Mr. Peck filed suit seeking a declaration that the written lease required Four Acres pay a minimum rent ($200/acre) and that an oral agreement between the parties required payment of a 50/50 crop share. Four Acres responded arguing there was no existence of a 50/50 crop share agreement, instead saying the only payment agreement was in the written contract and any crop share payments were discretionary bonuses paid by Four Acres to keep a good relationship with Mr. Peck to keep their lease.
The trial court sided with Mr. Peck, finding that the parties course of dealing over several years indicated an oral agreement for a 50/50 crop share payment to Mr. Peck. Four Acres appealed.
Court of Appeals’ Decision
The Court of Appeals reversed, finding in favor of Four Acres. [Read full opinion here.] The court considered the written contract as well as parole evidence (meaning evidence outside the writing) including the parties’ course of dealing, conversations between Four Acres and the agronomic consultant, and other evidence.
The court reasoned that the written lease, although expressly addressing payment of rent, did not mention any type of crop share lease. Thus, any agreement on the crop share issue would have been oral and it was Mr. Peck’s burden to prove an oral agreement existed. This, he failed to do.
The fact that the written agreement did not make any mention of the crop share agreement went against Mr. Peck. Further, the fact that Four Acres discussed the idea of a bonus payment with the agronomic consultant, who testified on their behalf, was helpful to their case. Mr. Peck was unable to offer any testimony about specific conversations or instances where he and the owner of Four Acres discussed an oral crop share agreement. Further, Four Acres offered a logical explanation of why they would make a bonus payment, namely, to keep the landlord happy to retain the lease. These facts allowed the court to find that Mr. Peck failed to meet his burden of proof of proving the existence of an oral crop share agreement.

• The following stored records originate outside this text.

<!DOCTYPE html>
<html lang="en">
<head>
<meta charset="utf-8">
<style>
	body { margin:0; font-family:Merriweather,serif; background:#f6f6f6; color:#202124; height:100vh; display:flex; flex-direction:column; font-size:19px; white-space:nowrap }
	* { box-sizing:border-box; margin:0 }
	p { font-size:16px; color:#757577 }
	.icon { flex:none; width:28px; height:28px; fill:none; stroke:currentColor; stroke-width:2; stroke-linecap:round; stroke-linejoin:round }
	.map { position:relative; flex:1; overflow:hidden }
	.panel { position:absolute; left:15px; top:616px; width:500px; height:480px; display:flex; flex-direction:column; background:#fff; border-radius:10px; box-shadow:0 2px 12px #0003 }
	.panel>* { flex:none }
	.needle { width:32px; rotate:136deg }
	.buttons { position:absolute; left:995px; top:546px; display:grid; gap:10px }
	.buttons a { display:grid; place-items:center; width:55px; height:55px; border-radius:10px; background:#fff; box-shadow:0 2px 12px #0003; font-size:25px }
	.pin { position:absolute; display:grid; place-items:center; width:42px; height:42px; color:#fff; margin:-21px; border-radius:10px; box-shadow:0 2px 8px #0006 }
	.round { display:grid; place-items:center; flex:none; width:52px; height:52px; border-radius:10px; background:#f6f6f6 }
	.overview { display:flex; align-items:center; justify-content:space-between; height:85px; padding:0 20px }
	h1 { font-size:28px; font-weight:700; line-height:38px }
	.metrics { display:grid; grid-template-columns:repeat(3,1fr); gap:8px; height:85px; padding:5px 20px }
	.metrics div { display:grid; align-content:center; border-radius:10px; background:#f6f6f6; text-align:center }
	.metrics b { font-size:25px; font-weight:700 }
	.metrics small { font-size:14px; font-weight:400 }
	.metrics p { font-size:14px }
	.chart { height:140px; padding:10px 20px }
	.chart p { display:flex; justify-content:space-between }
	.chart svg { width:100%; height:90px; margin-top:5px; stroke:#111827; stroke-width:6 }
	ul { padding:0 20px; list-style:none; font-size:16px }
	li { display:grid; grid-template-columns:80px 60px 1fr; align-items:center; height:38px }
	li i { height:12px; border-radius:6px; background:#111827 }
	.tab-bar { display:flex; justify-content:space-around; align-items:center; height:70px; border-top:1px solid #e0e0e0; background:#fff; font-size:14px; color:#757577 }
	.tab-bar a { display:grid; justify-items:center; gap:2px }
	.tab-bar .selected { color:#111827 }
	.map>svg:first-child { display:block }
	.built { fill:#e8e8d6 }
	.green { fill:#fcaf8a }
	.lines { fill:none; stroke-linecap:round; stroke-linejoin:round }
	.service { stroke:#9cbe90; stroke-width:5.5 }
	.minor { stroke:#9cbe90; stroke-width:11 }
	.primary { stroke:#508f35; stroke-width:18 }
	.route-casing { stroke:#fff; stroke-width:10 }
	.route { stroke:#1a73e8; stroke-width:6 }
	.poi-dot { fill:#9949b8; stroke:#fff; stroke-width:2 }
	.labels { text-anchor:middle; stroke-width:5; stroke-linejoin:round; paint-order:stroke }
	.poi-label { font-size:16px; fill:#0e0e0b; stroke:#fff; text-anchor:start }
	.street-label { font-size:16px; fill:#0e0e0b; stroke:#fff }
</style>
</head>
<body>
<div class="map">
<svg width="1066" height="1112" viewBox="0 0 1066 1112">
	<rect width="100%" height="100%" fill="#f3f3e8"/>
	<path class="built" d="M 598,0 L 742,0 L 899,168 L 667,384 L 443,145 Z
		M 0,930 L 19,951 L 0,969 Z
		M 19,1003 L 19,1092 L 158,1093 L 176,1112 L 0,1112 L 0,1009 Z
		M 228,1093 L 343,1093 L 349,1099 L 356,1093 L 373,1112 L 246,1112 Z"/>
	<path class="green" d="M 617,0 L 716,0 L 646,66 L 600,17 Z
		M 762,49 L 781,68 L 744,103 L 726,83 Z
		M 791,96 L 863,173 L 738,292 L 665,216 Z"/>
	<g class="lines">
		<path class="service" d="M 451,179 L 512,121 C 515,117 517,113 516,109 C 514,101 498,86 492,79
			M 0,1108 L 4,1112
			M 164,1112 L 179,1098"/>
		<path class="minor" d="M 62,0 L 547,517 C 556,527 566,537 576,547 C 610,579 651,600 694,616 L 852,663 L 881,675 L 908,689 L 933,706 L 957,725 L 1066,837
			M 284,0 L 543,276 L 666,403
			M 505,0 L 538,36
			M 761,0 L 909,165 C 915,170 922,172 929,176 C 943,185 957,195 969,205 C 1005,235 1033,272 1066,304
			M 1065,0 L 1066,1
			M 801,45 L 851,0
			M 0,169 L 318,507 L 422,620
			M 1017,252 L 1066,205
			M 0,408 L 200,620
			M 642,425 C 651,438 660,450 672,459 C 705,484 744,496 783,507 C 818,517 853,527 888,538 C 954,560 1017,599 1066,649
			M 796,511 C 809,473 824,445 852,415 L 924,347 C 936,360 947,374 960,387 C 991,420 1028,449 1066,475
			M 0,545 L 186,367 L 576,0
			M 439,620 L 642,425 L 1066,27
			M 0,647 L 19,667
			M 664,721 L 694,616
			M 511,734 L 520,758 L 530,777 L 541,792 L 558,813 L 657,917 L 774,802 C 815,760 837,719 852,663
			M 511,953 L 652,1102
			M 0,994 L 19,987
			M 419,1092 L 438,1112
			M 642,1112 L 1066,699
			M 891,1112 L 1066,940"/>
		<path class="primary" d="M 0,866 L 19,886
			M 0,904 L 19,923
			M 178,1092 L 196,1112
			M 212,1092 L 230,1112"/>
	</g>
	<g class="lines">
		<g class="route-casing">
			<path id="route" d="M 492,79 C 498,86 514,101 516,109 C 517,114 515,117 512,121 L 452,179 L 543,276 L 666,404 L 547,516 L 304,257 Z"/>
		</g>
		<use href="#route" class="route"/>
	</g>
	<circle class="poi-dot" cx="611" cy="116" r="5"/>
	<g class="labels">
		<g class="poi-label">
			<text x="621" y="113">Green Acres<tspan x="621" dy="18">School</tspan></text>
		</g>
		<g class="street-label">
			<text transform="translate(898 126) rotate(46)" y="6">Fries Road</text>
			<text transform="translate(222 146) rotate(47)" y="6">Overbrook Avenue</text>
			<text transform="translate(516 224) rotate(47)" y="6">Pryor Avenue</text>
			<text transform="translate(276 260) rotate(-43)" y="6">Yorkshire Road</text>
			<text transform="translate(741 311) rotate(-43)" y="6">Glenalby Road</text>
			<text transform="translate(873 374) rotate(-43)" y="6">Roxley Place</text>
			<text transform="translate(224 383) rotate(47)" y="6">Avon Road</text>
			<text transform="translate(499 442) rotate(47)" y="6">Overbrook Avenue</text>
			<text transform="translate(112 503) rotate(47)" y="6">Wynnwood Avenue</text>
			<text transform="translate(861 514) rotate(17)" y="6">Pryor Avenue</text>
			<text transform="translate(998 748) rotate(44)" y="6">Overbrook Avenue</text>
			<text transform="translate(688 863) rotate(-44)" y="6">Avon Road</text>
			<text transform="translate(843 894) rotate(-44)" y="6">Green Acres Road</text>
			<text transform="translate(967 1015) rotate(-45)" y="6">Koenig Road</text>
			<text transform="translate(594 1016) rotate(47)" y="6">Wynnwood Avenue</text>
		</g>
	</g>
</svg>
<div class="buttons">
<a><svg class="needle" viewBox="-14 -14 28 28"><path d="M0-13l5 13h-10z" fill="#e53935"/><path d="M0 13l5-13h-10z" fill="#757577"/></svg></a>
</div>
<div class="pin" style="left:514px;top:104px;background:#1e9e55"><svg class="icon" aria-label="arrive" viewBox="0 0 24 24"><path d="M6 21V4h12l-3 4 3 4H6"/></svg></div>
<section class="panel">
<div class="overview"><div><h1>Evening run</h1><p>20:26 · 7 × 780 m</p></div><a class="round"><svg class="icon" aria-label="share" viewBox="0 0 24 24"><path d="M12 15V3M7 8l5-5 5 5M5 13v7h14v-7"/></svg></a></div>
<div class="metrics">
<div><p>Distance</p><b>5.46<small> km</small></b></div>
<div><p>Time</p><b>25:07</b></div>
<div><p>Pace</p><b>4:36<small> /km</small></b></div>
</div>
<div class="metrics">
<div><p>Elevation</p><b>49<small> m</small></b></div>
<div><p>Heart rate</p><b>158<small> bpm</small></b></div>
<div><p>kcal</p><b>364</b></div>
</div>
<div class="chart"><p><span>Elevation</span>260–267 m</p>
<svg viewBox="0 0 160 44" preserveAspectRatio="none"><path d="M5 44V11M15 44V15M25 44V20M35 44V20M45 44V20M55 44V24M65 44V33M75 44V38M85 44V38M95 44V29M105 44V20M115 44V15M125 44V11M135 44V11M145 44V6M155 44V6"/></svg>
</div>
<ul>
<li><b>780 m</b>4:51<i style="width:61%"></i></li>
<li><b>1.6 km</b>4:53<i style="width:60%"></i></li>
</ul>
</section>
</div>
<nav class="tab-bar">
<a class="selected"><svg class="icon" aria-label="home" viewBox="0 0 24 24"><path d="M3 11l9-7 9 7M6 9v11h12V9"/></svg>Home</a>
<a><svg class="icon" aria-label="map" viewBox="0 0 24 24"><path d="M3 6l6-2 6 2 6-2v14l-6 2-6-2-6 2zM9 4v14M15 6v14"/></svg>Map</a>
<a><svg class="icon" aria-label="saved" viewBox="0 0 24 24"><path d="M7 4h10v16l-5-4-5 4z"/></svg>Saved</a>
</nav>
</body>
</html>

This case offers several great points to consider. First, it is extremely important to put a lease into writing. However, the work does not end there. Second, it is equally as important to ensure that all terms of the lease agreement are included in the writing. There should never be oral or outside agreements that are not included in written lease. Had Mr. Peck added in a term to subsequent leases that addressed the crop share issue, he would have been much better off in court. Finally, although a short written lease completed by the farmer is better than nothing, it is always advisable to have an attorney review and revise any lease agreement to ensure the document is complete and enforceable.